Grantee Research Project Results
2004 Progress Report: Comprehensive Tools to Assess Environmental Impacts of and Improve the Design of Semiconductor Equipment and Processes
EPA Grant Number: R831456Title: Comprehensive Tools to Assess Environmental Impacts of and Improve the Design of Semiconductor Equipment and Processes
Investigators: Dornfeld, David
Institution: University of California - Berkeley
EPA Project Officer: Richards, April
Project Period: December 5, 2003 through December 4, 2006
Project Period Covered by this Report: December 5, 2003 through December 4, 2004
Project Amount: $324,969
RFA: Technology for a Sustainable Environment (2003) RFA Text | Recipients Lists
Research Category: Sustainable and Healthy Communities , Pollution Prevention/Sustainable Development
Objective:
With rapid growth in the electronics and computer sectors, environmental and health issues associated with semiconductor manufacturing are growing in importance. The high economic value associated with the cost of acquisition, use, and disposal of water, energy, chemicals, and materials leads to strong incentives to reduce resource use and minimize waste. Additionally, semiconductor manufacturing requires the mobilization of large flows of materials and energy in other industries throughout the economy leading to a wide range of upstream environmental impacts. Also, microchips are used in numerous ways and their contribution to environmental impacts during the use and disposal of electronic products should be quantified. The objectives of this research project are to: (1) develop a comprehensive design for environment (DFE) tool to assess the environmental and health impacts of semiconductor manufacturing, (2) feed this information back into semiconductor equipment and process development cycles, and (3) promote the broader use of this tool to support industrial ecology.
Progress Summary:
The work in Year 1 of the project has emphasized an experimental approach. This work builds on previous research on bottom-up semiconductor DFE tools at Berkeley, specifically the environmental value system analysis tool, EnV-S. The tool is comprehensive in terms of: (1) scope—by considering upstream life-cycle impacts and facilitating integration into downstream environmental assessments of electronics; and (2) metrics—by supporting a wide range of local and global environmental and health metrics. Ultimately, feedback loops from the tool will be constructed to inform the design of equipment and processes. A key element of the development and application of the tool, however, is the extent to which outputs of this analysis could also be used (with varying scope) to inform environmental decisionmaking by regulators, industry suppliers, utilities, etc.

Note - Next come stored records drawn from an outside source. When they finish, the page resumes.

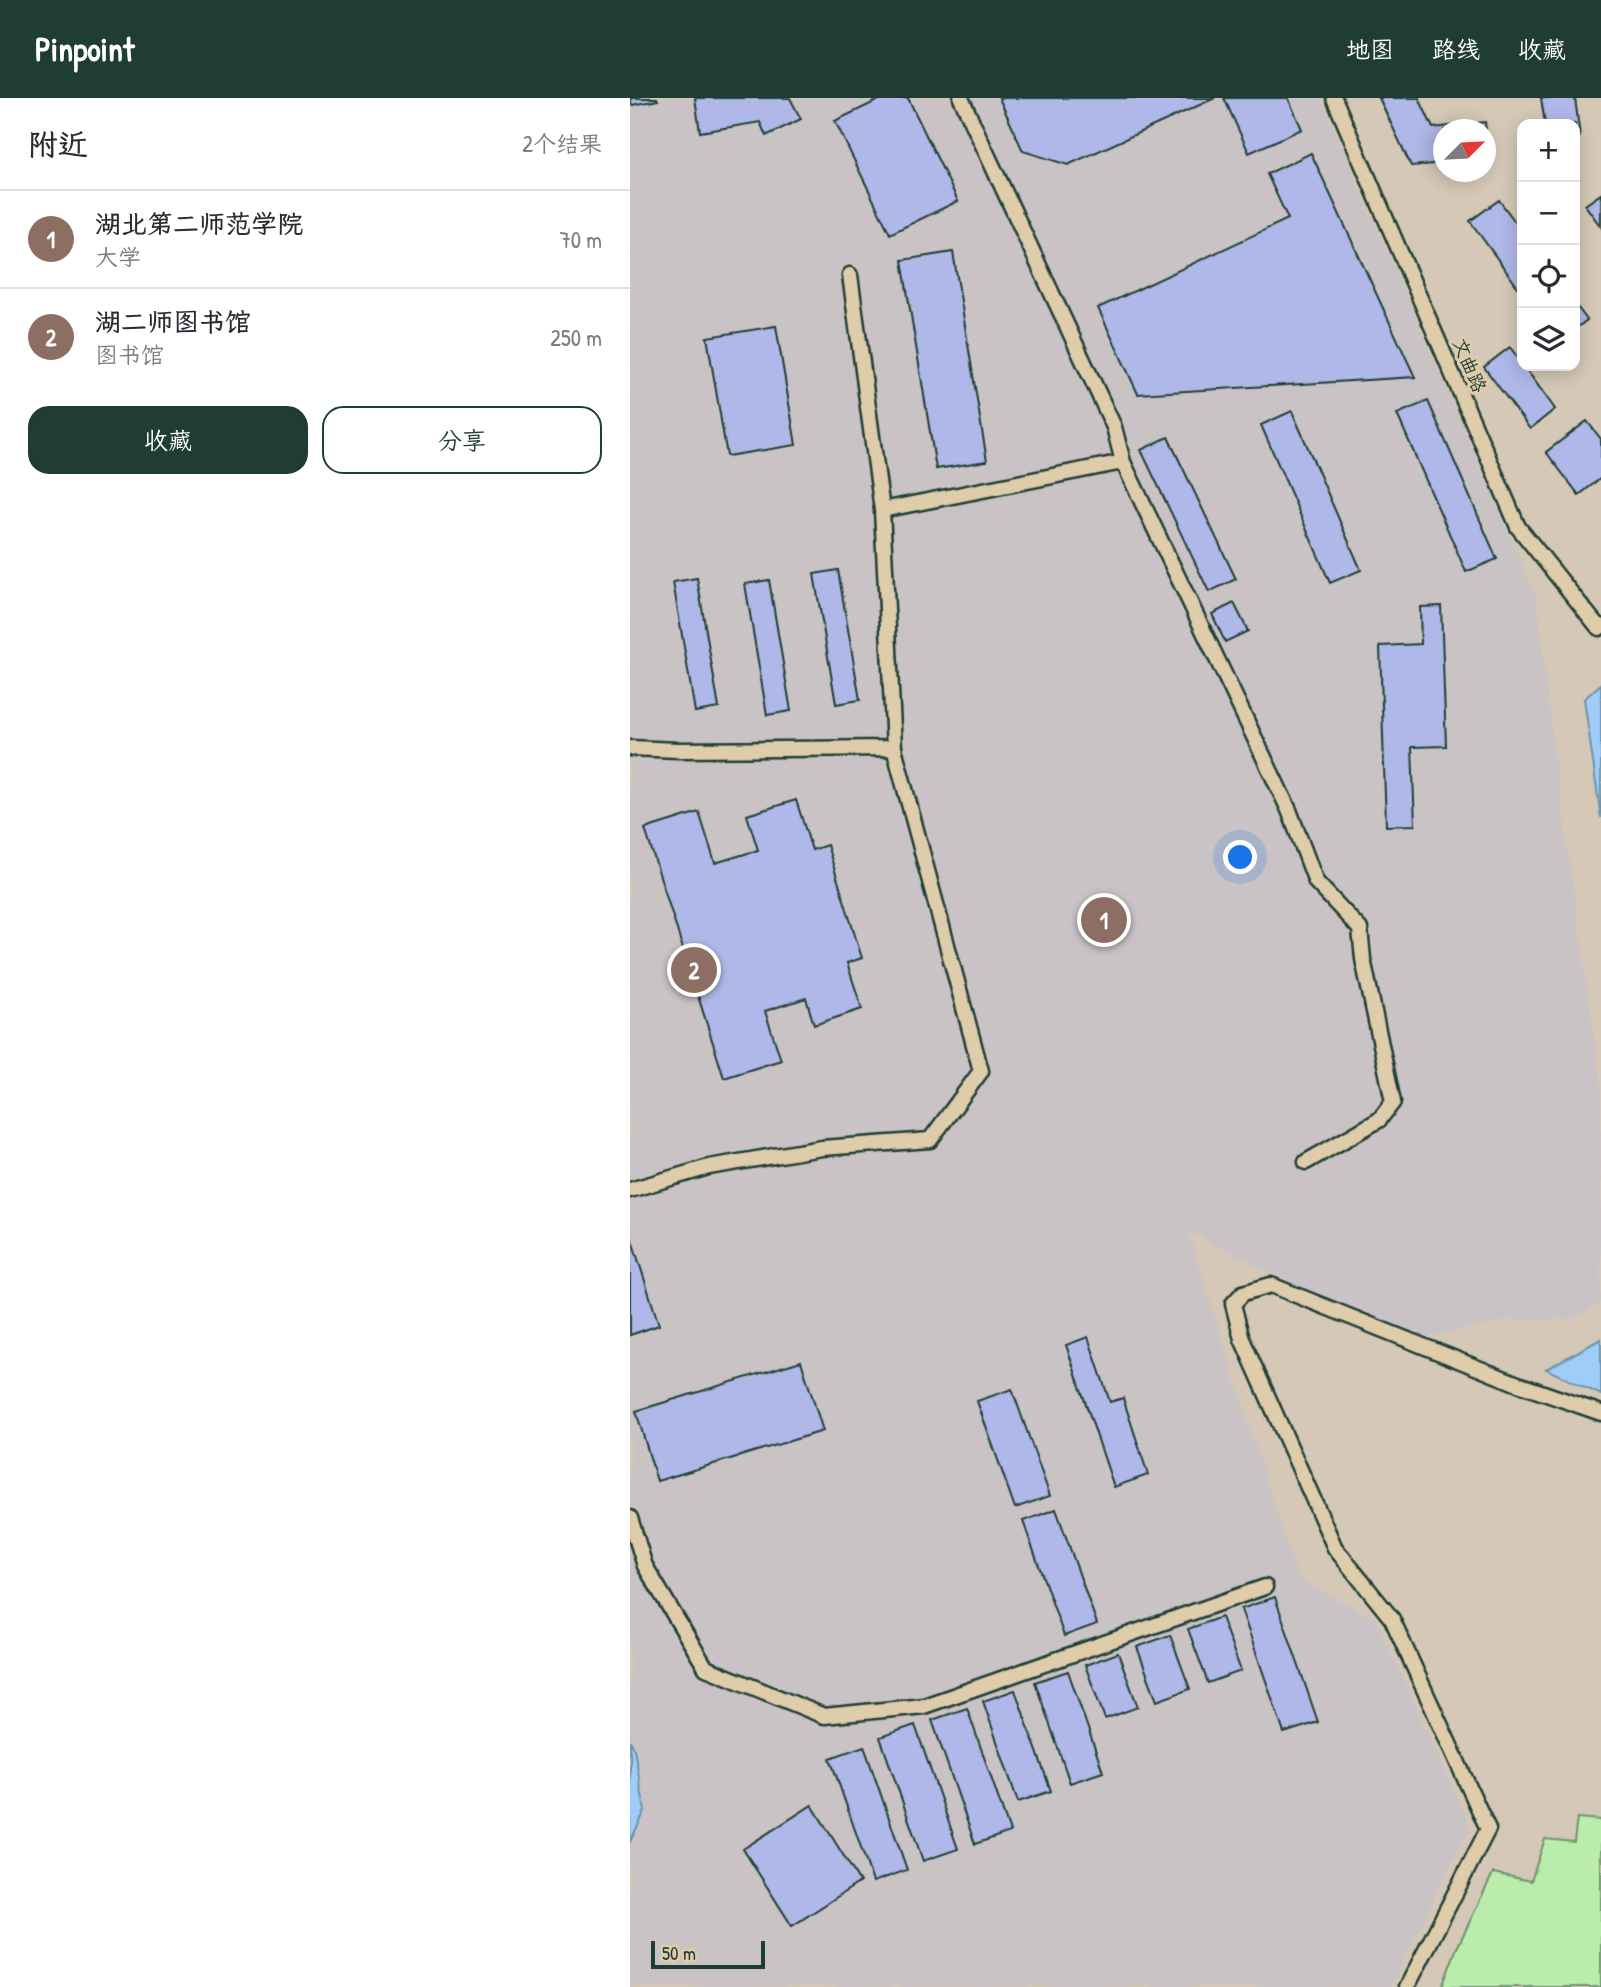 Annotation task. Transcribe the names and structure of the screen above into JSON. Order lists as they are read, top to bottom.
{
  "streets": {
    "street": ["文曲路"]
  },
  "scale_bar": "50 m",
  "north": "top right",
  "page": {
    "header": "Pinpoint",
    "nav": ["地图", "路线", "收藏"],
    "heading": ["附近", "2个结果"],
    "map_buttons": ["+", "−"],
    "list": [
      {
        "mark": "1",
        "name": "湖北第二师范学院",
        "note": "大学",
        "value": "70 m"
      },
      {
        "mark": "2",
        "name": "湖二师图书馆",
        "note": "图书馆",
        "value": "250 m"
      }
    ],
    "buttons": ["收藏", "分享"],
    "pins": ["1", "2"],
    "scale": "50 m"
  }
}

The work to date has assessed several significant intellectual hurdles, for example: What level of detail is required to insure implementation? How can we adequately link upstream life-cycle impacts and facilitate downstream environmental assessments of electronics? What local and global environmental metrics are needed (especially for health hazard issues)? Can we design the tool to be effective in policy planning by regulators and utilities? Our experience so far with a much reduced scope of effort in EnV-S and our close collaborations with industry have so far given some insight to the first two, linking upstream impacts (life cycle analysis) and metrics. This has been done in collaboration with the semiconductor industry.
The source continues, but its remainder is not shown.